Each line of the data that mentions the string "کاربردی" needs to be identified and copied.

[[ Recorded data, beginning ]]

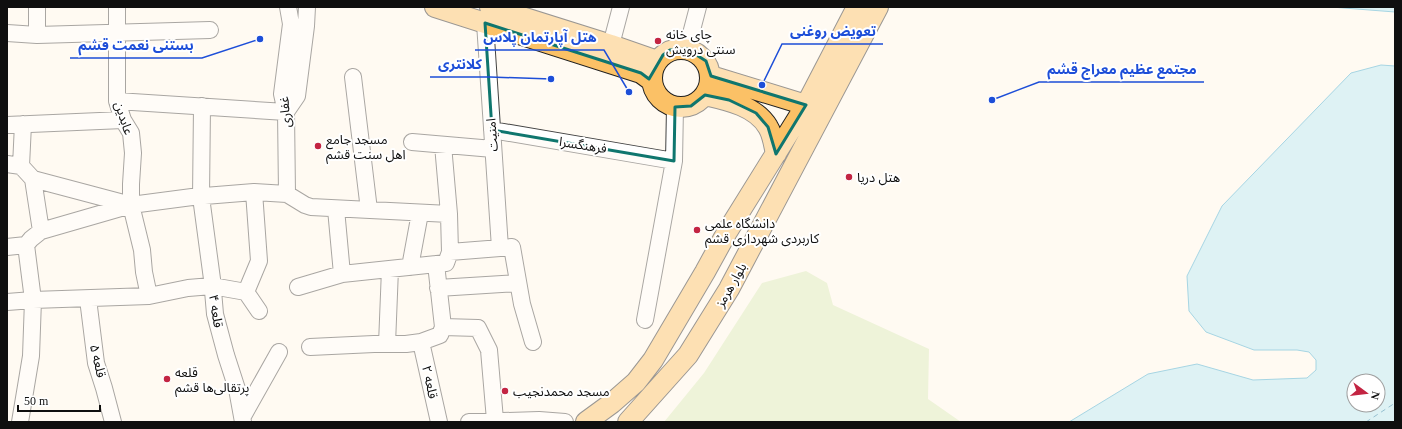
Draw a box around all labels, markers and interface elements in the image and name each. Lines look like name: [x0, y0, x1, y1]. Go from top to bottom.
callout: تعویض روغنی: [782, 18, 883, 44]
callout: هتل آپارتمان پلاس: [475, 24, 604, 50]
text: تعویض روغنی: [790, 24, 876, 40]
place label: چای خانه سنتی درویش: [666, 27, 736, 58]
text: هتل آپارتمان پلاس: [483, 29, 597, 47]
callout: بستنی نعمت قشم: [70, 32, 202, 58]
marker: چای خانه سنتی درویش: [653, 36, 663, 46]
text: بستنی نعمت قشم: [78, 38, 194, 56]
callout: کلانتری: [430, 51, 490, 77]
callout: مجتمع عظیم معراج قشم: [1039, 56, 1204, 82]
text: کلانتری: [438, 57, 483, 73]
text: مجتمع عظیم معراج قشم: [1047, 62, 1197, 80]
street label: غفاری: [276, 95, 295, 128]
street label: عابدین: [111, 99, 137, 137]
street label: امنیت: [483, 118, 501, 152]
place label: مسجد جامع اهل سنت قشم: [326, 132, 406, 165]
street label: فرهنگسرا: [558, 134, 608, 156]
marker: مسجد جامع اهل سنت قشم: [313, 141, 323, 151]
place label: هتل دریا: [857, 170, 900, 186]
marker: هتل دریا: [844, 172, 854, 182]
place label: دانشگاه علمی کاربردی شهرداری قشم: [705, 216, 820, 249]
marker: دانشگاه علمی کاربردی شهرداری قشم: [692, 225, 702, 235]
street label: بلوار هرمز: [712, 260, 750, 311]
street label: قلعه ۴: [206, 293, 226, 329]
street label: قلعه ۵: [87, 343, 109, 379]
street label: قلعه ۲: [419, 364, 441, 400]
place label: قلعه پرتقالی‌ها قشم: [175, 365, 249, 398]
north arrow: [1346, 373, 1386, 413]
marker: قلعه پرتقالی‌ها قشم: [162, 374, 172, 384]
place label: مسجد محمدنجیب: [513, 384, 610, 399]
marker: مسجد محمدنجیب: [500, 386, 510, 396]
scale bar: [18, 387, 100, 413]
text: N: [1369, 390, 1382, 401]
text: 50 m: [24, 394, 49, 408]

[[ Recorded data, end ]]

Task result ▸
place label: دانشگاه علمی کاربردی شهرداری قشم: [705, 216, 820, 249]
marker: دانشگاه علمی کاربردی شهرداری قشم: [692, 225, 702, 235]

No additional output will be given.